ただ、そのリストは「女の呪い」とか、「禍物(まがもの)封じ」とか、おどろおどろしいものばかり。
「いやだ気持ち悪い」
「これ壊れてんじゃないの館長」
「使ったの初めてだからなぁ」
一方宗教関係者は真剣に討議。
「黄泉の国と言えばイザナミの……」
「いや神父さん。これはむしろギリシャ神話の冥府を彷彿させる。どうですか和尚」
「ゾロアスターの教典でこんなのを見た気が」
すると。
「そったら難しいもんであるわけないべ」
先生が一刀両断。
「おお、ゴルディオンの結び目」
関係者が揃って反応。

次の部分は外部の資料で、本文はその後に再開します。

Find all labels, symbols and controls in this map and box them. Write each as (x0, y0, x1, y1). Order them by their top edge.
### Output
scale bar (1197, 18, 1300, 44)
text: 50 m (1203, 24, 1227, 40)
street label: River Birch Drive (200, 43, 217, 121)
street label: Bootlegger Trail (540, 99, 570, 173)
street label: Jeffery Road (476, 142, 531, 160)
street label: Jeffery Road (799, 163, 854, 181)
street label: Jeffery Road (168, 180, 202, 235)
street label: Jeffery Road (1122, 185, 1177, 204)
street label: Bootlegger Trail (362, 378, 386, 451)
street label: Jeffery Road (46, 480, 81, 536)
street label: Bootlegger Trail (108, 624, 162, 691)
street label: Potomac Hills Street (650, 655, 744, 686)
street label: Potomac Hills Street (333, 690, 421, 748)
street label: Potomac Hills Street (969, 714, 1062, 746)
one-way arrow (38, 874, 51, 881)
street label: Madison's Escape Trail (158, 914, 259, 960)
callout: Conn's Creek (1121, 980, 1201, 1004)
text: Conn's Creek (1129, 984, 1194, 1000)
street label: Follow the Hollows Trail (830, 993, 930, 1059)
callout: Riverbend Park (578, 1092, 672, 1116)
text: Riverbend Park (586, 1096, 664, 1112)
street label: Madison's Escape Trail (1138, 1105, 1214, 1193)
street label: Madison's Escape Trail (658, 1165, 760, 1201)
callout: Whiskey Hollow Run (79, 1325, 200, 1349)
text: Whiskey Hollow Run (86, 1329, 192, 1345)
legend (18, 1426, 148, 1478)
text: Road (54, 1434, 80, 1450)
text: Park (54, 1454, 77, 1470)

で、あなた方は黄門ヲタクの物言い検証しなくていいの?
「姨捨伝説だ」
鍋パーティが静まりかえった。
それは、日本各所に、存在した。
もちろん、この地方にも。
「もし、人身御供が助かったとか、追って打ち上げられた時の対策だろう。地図の通りに行けば……」
先生は近隣の〝姨捨山〟の名を挙げた。
「そこへ行く。或いは地図に従って持って行かれる。厄介は村に及ばない。というわけだ」
「館長。裏打ちするような文献でも?」
オレが訊いたら。
「この呪い云々を開いてみるか」
江戸時代の書き方なので先生が読み取って現代文訳。
『その昔いけにえにされた女が、海の上へ顔を出すことがある。女を見た者は女の呪いで大津波に掠われる。見たら殺すかひたすら逃げろ』
「地震のお知らせで出てきたので、こんな風に思われたんですね」
人魚はしみじみという感じで言った。モチを食べてにょ~んと伸ばす。